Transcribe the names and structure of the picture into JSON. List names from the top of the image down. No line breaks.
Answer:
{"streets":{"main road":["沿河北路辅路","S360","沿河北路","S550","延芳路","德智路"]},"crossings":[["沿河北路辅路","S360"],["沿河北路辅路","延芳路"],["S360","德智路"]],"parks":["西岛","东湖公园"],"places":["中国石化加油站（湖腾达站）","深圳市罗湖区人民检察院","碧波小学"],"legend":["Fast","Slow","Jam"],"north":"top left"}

——————————

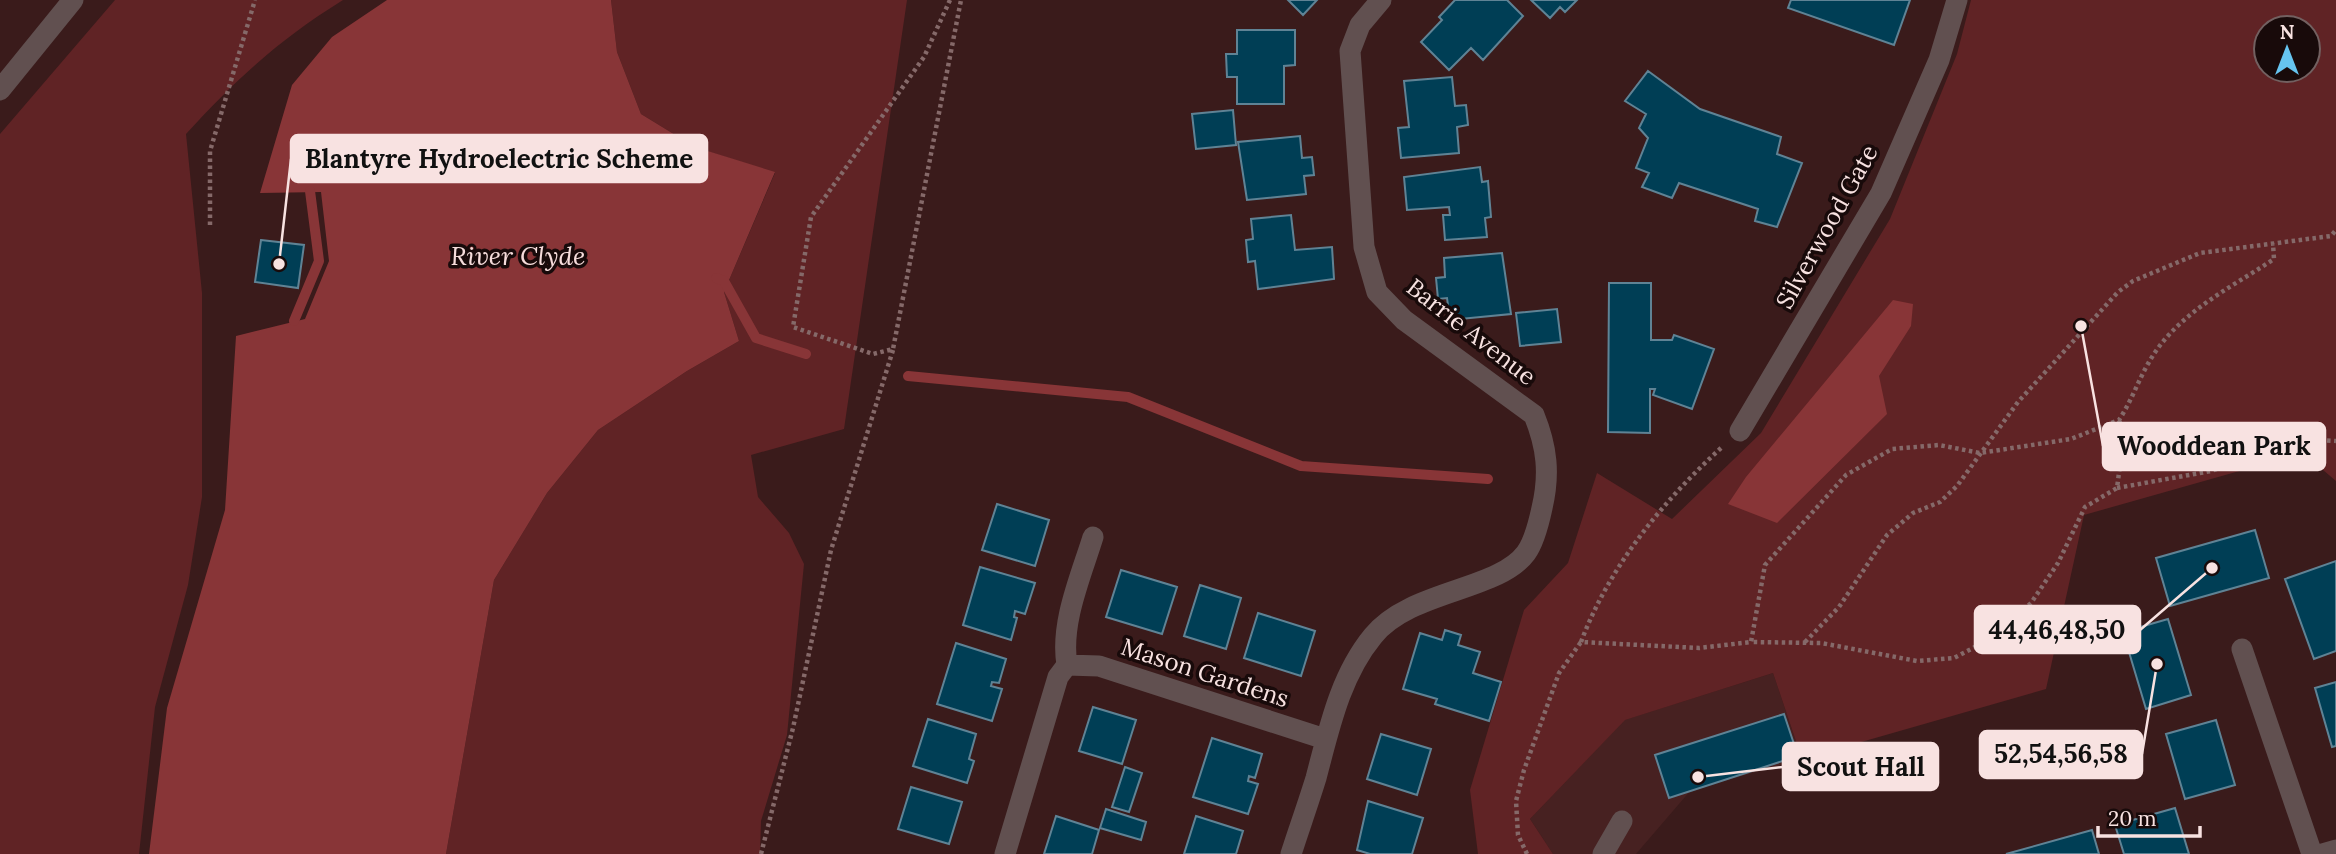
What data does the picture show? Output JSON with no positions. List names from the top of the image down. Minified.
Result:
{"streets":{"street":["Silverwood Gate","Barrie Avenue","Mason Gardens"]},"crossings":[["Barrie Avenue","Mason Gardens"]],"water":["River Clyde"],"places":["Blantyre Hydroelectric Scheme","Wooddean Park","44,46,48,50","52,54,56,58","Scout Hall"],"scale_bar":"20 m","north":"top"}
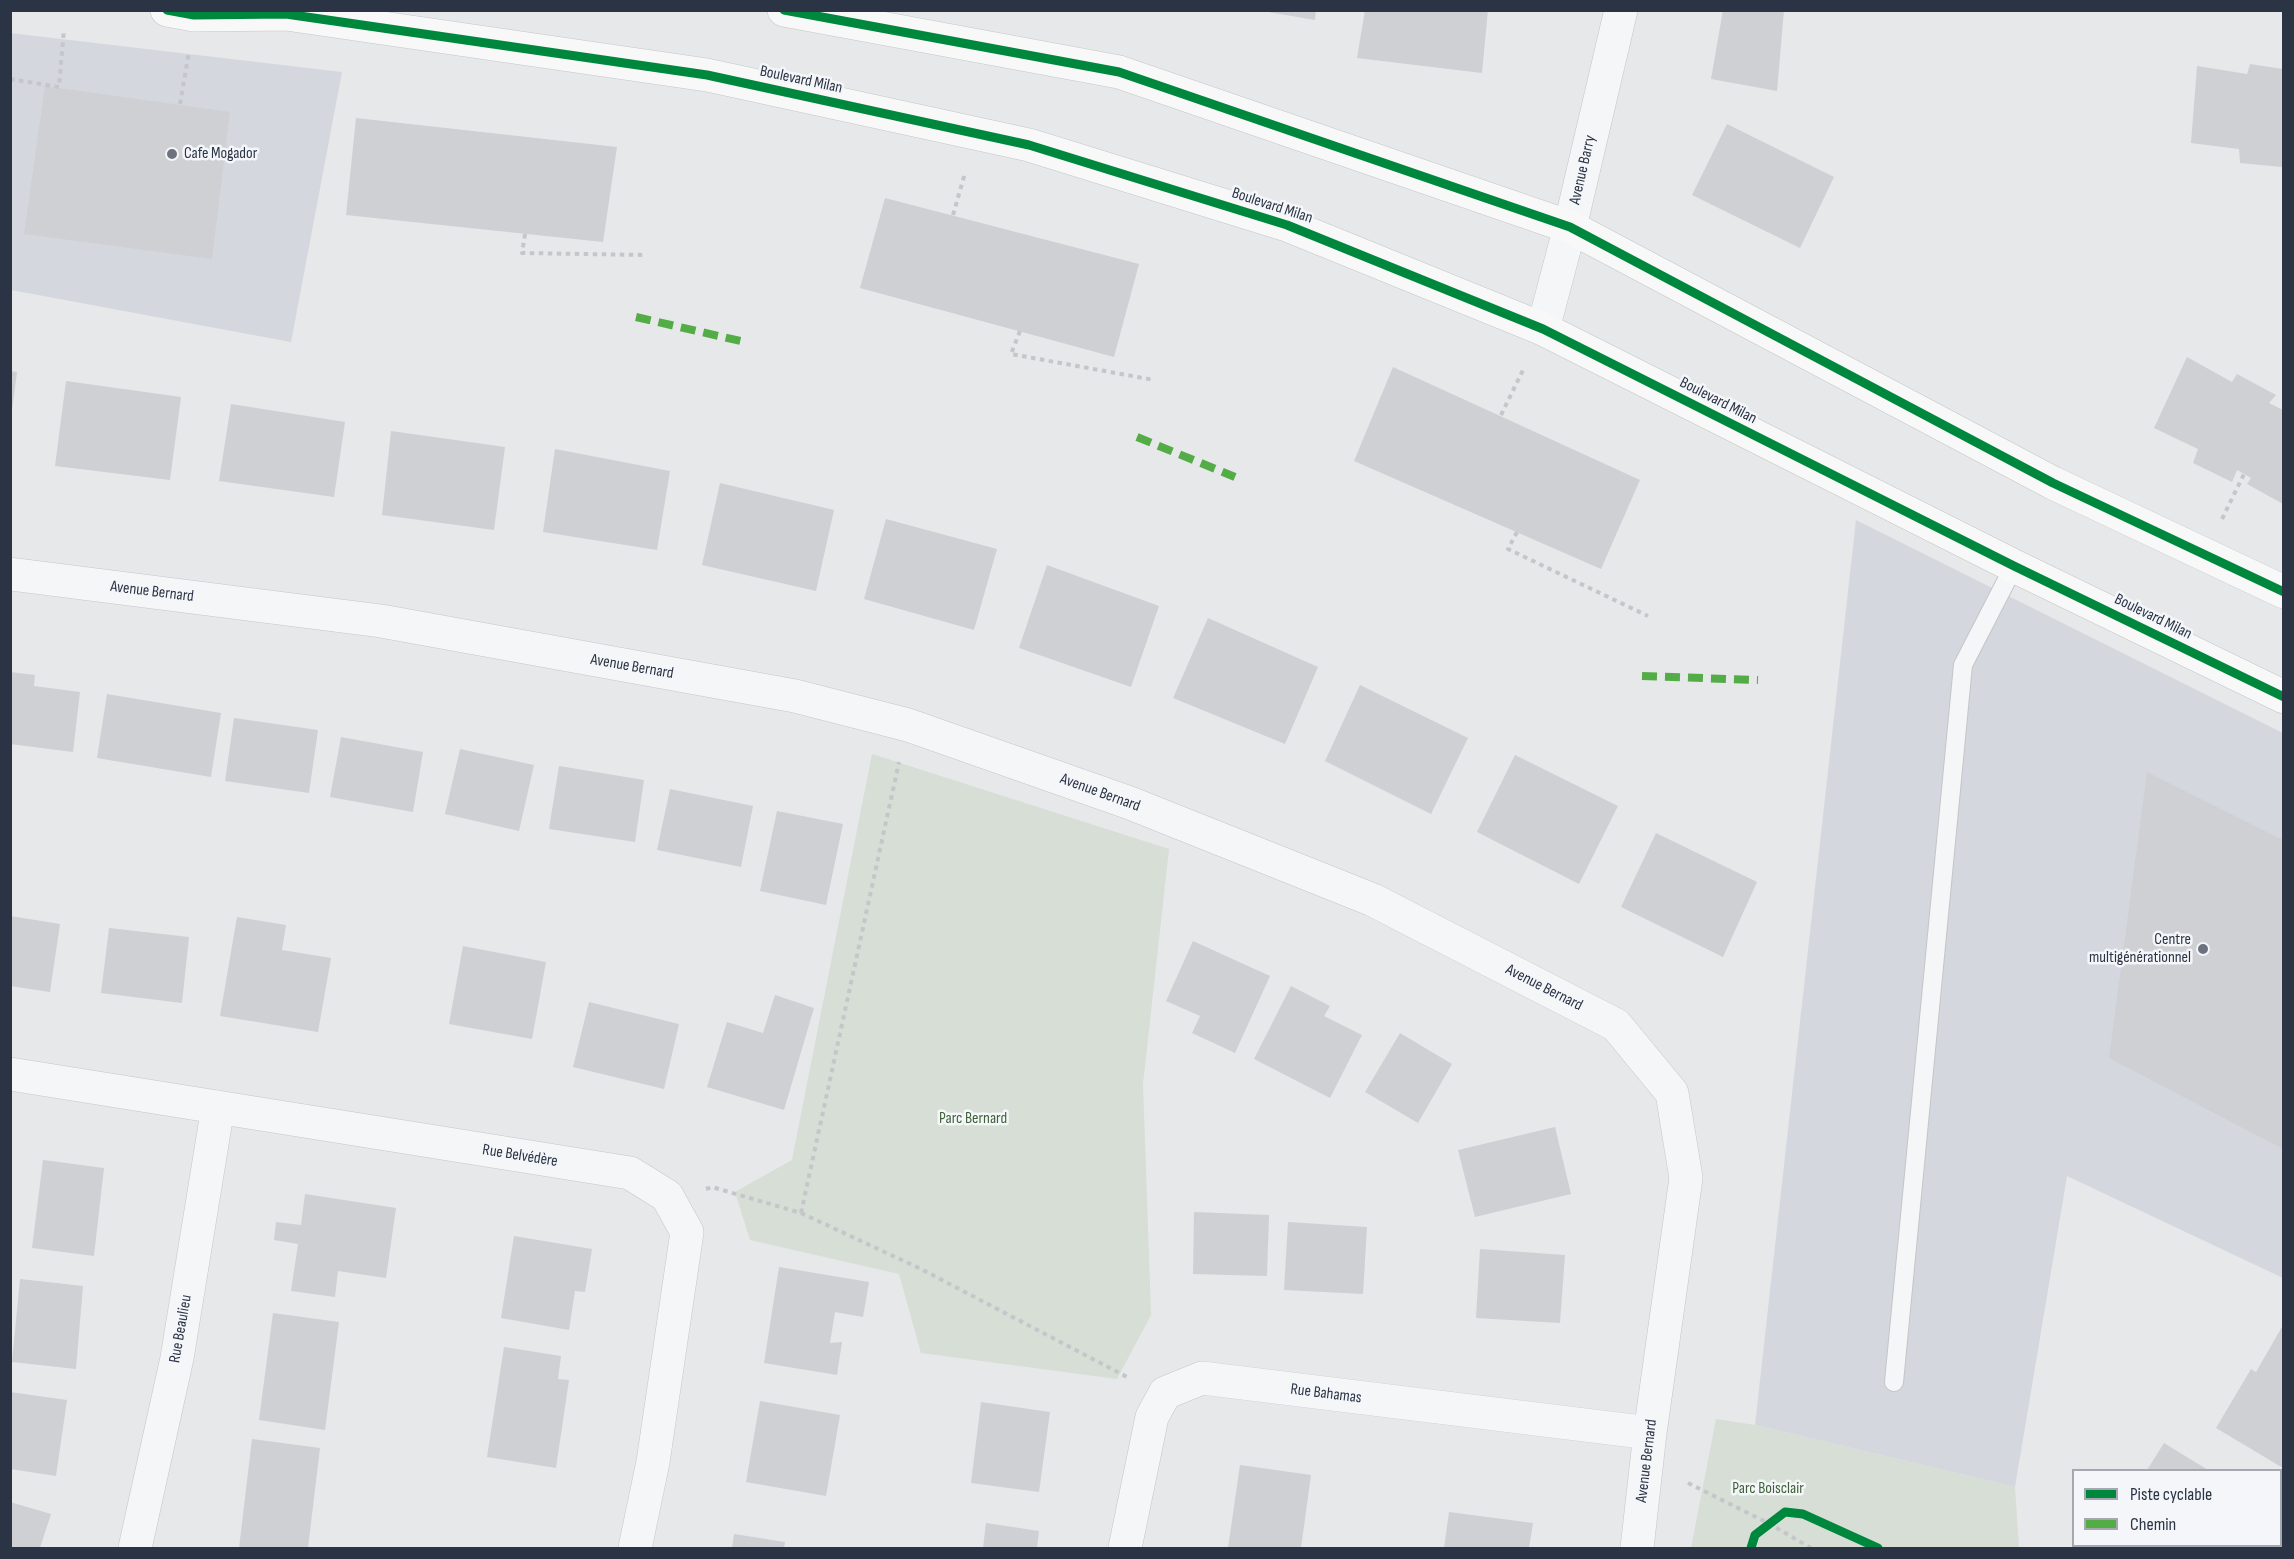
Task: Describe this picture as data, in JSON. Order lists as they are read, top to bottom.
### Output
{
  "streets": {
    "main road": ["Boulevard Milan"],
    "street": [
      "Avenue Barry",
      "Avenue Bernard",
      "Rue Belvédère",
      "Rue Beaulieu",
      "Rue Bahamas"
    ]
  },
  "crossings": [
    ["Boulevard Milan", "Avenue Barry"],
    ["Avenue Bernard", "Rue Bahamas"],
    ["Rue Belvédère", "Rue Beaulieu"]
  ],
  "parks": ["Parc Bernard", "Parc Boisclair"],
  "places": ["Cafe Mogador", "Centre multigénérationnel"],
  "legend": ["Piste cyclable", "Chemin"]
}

——————————

● Task statement
Could you write out exactly the lines of the data above that run from the one holding "What data does" to the one holding "Task: Describe this", with both ends in and all pictures out?

● Task answer
What data does the picture show? Output JSON with no positions. List names from the top of the image down. Minified.
Result:
{"streets":{"street":["Silverwood Gate","Barrie Avenue","Mason Gardens"]},"crossings":[["Barrie Avenue","Mason Gardens"]],"water":["River Clyde"],"places":["Blantyre Hydroelectric Scheme","Wooddean Park","44,46,48,50","52,54,56,58","Scout Hall"],"scale_bar":"20 m","north":"top"}
Task: Describe this picture as data, in JSON. Order lists as they are read, top to bottom.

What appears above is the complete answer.